**What is needed:** Copy out every line of the records in which "align" can be found.

'''

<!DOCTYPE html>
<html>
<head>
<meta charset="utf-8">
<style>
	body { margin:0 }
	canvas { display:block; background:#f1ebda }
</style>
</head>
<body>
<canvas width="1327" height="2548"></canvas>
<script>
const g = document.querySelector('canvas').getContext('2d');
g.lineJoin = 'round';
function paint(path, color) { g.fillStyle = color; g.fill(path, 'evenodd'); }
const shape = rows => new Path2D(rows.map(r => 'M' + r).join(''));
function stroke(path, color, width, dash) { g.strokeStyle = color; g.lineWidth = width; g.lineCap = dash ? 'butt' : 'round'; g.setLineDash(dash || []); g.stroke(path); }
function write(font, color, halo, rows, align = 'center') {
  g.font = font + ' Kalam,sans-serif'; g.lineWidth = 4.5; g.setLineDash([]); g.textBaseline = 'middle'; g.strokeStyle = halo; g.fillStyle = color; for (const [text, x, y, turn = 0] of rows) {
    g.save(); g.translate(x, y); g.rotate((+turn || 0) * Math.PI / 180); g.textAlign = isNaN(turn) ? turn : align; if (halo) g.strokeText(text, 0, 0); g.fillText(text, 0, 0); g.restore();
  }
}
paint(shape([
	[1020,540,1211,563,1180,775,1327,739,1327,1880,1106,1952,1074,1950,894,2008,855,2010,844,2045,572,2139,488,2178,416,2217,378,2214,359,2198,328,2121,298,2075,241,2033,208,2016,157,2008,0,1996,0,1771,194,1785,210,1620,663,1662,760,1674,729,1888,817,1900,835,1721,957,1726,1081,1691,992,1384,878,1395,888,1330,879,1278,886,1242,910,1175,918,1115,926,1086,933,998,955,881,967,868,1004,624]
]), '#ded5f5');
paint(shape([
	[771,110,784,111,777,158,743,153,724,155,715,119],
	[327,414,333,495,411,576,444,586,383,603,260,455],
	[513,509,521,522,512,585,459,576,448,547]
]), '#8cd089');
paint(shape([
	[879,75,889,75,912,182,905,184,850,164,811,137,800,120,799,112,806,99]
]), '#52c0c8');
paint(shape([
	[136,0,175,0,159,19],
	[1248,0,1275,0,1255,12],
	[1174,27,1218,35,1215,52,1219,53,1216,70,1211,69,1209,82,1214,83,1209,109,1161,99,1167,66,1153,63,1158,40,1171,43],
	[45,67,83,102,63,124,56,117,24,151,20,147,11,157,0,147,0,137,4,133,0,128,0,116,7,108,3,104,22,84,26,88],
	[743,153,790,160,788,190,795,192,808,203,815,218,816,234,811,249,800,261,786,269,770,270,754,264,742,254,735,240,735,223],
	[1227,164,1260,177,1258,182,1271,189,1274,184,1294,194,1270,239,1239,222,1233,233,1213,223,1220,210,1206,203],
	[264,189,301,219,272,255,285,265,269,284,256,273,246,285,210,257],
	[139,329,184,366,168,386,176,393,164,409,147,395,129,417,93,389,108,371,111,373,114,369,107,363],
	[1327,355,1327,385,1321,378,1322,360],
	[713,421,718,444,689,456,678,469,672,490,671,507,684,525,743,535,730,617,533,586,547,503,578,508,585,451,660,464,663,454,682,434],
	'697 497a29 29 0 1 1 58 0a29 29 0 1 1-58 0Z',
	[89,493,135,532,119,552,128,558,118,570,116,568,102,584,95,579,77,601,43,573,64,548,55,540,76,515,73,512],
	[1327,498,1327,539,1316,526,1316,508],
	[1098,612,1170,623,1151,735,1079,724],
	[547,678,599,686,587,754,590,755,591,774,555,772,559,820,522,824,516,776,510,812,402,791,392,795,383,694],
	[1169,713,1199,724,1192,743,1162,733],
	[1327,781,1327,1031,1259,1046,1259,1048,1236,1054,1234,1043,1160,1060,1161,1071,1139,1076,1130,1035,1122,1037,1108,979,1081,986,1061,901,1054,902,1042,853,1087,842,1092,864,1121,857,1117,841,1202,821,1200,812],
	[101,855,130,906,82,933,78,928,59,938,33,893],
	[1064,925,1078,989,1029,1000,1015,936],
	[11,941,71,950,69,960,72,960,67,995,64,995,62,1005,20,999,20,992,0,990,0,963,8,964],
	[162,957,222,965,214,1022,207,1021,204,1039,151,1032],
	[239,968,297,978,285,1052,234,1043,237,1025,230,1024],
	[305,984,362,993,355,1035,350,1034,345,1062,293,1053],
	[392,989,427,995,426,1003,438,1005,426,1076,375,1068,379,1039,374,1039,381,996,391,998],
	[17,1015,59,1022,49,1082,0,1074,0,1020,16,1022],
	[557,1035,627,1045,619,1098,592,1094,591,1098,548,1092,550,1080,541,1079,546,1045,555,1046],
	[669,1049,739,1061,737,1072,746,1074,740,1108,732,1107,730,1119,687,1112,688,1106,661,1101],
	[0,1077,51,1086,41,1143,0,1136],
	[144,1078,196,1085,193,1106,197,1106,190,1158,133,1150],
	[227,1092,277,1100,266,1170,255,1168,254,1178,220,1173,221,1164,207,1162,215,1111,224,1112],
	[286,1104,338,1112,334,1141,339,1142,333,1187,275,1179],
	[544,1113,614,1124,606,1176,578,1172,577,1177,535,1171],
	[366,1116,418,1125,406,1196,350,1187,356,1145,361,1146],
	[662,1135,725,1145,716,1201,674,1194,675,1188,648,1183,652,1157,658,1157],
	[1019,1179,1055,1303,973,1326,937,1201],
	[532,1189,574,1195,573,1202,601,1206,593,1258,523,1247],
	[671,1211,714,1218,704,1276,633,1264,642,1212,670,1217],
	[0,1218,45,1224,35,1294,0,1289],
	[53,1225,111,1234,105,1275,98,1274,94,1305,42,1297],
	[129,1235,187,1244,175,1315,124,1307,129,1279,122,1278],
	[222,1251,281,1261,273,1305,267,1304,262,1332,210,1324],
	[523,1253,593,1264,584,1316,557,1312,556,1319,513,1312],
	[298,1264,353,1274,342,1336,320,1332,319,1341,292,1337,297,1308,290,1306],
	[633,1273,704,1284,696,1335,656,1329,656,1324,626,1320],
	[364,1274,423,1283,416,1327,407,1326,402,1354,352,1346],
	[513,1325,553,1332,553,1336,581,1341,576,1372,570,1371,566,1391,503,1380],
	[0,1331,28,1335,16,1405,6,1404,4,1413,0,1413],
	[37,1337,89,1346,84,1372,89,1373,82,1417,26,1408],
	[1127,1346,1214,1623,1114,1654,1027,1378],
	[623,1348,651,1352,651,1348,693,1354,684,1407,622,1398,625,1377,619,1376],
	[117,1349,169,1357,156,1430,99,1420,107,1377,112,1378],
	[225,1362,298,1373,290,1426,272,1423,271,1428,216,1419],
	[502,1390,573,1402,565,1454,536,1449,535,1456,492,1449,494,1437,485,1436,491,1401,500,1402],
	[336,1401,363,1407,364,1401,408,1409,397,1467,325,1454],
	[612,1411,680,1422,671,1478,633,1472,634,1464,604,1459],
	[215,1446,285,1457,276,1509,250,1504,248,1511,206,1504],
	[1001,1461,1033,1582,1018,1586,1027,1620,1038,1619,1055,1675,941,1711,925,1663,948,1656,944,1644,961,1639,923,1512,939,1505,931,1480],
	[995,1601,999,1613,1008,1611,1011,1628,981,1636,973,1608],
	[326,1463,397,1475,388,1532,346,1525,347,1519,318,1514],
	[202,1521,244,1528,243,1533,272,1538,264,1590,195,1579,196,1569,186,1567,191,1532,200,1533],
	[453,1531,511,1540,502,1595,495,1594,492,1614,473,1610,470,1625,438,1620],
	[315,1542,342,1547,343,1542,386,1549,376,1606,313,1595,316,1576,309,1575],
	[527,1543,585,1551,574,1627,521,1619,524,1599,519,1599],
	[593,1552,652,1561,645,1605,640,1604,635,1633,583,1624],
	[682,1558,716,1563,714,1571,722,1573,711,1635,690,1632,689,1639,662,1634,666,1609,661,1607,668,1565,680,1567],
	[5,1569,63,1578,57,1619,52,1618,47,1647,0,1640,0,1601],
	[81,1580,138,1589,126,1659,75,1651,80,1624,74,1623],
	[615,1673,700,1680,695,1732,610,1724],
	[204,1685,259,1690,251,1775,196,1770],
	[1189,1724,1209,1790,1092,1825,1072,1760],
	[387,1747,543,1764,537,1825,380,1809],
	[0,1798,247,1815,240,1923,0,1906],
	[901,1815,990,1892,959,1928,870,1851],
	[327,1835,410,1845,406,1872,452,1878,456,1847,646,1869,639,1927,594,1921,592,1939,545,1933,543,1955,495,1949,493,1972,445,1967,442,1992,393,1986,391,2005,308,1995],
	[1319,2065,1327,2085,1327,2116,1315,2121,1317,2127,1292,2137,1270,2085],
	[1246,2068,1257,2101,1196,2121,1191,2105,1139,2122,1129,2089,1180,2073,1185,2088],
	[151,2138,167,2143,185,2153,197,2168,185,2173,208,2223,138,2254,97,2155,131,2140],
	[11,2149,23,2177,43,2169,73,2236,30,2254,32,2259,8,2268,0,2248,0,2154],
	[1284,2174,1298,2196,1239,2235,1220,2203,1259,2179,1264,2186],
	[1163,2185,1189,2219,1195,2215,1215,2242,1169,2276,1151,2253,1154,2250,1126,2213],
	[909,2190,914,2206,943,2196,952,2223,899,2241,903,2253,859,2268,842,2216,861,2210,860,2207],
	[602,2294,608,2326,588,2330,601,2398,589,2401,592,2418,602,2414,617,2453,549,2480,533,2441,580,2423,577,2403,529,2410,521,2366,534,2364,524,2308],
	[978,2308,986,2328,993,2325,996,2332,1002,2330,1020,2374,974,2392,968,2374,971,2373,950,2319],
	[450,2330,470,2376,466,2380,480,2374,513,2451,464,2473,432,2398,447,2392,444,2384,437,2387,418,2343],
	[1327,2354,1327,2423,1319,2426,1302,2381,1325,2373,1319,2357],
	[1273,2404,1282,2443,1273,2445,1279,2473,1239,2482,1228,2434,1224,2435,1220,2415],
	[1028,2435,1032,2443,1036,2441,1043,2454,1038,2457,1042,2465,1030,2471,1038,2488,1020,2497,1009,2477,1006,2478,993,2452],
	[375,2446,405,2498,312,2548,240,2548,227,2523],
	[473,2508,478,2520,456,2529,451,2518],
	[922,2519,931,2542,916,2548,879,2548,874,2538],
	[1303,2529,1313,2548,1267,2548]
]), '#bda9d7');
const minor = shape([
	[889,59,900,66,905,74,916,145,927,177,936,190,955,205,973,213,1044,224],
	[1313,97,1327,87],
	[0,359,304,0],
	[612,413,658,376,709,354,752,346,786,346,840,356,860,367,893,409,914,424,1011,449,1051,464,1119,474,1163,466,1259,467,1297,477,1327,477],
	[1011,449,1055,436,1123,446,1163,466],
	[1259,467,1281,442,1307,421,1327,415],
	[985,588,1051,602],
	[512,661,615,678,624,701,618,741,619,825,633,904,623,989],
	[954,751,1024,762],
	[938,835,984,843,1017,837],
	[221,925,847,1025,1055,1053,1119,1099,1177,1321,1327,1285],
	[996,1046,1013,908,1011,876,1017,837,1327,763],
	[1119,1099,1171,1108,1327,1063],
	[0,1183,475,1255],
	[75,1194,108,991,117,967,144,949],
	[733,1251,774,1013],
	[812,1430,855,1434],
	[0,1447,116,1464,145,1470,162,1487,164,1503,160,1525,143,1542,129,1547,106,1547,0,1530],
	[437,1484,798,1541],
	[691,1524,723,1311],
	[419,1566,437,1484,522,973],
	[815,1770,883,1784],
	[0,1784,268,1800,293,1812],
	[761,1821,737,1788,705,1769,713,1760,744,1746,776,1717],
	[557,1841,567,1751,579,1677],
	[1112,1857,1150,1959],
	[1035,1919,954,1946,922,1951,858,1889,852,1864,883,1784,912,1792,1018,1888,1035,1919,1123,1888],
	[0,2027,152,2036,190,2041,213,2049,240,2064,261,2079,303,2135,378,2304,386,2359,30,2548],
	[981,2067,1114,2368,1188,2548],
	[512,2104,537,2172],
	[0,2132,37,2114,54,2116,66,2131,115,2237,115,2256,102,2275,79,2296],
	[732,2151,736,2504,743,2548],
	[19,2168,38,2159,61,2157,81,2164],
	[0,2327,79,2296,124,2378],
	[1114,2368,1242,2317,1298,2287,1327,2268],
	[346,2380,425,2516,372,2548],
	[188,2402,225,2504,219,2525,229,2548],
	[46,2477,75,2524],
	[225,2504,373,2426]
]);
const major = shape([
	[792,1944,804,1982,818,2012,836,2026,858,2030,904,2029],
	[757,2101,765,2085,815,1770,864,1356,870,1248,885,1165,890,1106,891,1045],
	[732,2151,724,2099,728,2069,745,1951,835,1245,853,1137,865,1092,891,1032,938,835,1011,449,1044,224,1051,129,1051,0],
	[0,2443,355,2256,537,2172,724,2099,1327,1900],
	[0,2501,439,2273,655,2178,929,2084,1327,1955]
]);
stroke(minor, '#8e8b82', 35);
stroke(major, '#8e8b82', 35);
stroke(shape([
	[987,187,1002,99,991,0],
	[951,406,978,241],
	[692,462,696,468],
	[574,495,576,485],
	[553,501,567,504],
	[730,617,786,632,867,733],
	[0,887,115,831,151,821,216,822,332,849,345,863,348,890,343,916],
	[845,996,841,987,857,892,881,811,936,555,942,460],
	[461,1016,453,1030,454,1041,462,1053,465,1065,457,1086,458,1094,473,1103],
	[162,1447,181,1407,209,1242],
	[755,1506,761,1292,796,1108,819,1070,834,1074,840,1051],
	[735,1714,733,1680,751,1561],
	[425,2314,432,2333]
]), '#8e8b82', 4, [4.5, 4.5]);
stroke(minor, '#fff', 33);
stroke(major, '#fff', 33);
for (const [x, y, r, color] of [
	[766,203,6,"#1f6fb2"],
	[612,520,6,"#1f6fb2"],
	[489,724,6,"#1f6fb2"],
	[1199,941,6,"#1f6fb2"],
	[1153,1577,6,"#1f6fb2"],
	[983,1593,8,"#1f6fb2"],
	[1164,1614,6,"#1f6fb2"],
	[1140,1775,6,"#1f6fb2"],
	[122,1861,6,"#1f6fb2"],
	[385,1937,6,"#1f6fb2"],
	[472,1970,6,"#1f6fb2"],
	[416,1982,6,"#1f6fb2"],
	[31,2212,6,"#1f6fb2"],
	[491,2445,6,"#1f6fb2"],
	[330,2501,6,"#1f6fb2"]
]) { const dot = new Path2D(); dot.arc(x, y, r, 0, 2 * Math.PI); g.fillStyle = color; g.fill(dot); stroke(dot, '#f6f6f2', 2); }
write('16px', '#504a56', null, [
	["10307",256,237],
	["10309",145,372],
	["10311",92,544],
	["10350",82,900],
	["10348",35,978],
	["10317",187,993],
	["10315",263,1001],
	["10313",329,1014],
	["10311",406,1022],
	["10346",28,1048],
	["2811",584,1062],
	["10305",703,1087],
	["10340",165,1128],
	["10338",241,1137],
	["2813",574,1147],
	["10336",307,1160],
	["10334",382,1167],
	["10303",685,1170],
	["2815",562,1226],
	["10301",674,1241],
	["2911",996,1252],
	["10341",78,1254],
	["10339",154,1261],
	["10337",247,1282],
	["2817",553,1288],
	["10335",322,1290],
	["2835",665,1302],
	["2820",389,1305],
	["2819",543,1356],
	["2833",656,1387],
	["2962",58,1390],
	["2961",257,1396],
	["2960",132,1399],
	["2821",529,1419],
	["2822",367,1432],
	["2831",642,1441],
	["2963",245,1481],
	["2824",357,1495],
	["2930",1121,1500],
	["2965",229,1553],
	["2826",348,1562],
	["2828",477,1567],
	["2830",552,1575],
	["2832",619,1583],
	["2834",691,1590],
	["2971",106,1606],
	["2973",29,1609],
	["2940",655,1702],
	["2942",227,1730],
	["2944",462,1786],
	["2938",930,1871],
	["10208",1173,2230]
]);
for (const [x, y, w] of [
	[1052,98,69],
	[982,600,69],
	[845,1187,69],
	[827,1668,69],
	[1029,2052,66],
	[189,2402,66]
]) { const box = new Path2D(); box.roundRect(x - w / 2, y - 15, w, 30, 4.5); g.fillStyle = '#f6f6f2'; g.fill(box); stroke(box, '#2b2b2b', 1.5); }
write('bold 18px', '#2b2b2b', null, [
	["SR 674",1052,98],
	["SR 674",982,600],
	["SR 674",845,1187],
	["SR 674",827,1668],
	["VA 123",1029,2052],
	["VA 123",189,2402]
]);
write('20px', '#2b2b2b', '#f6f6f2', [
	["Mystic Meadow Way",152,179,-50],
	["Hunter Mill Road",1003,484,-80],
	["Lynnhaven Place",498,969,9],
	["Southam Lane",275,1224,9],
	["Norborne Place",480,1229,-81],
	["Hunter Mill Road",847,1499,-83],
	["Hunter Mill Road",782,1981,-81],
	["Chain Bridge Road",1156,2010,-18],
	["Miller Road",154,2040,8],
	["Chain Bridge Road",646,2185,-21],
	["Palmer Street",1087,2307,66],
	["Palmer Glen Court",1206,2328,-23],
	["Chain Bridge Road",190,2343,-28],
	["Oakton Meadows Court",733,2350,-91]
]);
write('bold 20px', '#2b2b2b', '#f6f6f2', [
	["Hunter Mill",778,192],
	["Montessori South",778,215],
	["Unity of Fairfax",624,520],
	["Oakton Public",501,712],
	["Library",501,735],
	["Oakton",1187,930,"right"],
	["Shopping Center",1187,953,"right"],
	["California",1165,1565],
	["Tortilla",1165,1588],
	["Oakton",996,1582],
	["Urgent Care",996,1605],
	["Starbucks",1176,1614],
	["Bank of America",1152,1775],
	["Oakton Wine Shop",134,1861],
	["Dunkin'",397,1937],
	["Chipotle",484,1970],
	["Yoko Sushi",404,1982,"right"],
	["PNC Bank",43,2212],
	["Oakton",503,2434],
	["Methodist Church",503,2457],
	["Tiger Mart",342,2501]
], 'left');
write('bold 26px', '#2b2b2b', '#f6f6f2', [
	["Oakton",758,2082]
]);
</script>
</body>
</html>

'''

**Completed exercise:**
function write(font, color, halo, rows, align = 'center') {
    g.save(); g.translate(x, y); g.rotate((+turn || 0) * Math.PI / 180); g.textAlign = isNaN(turn) ? turn : align; if (halo) g.strokeText(text, 0, 0); g.fillText(text, 0, 0); g.restore();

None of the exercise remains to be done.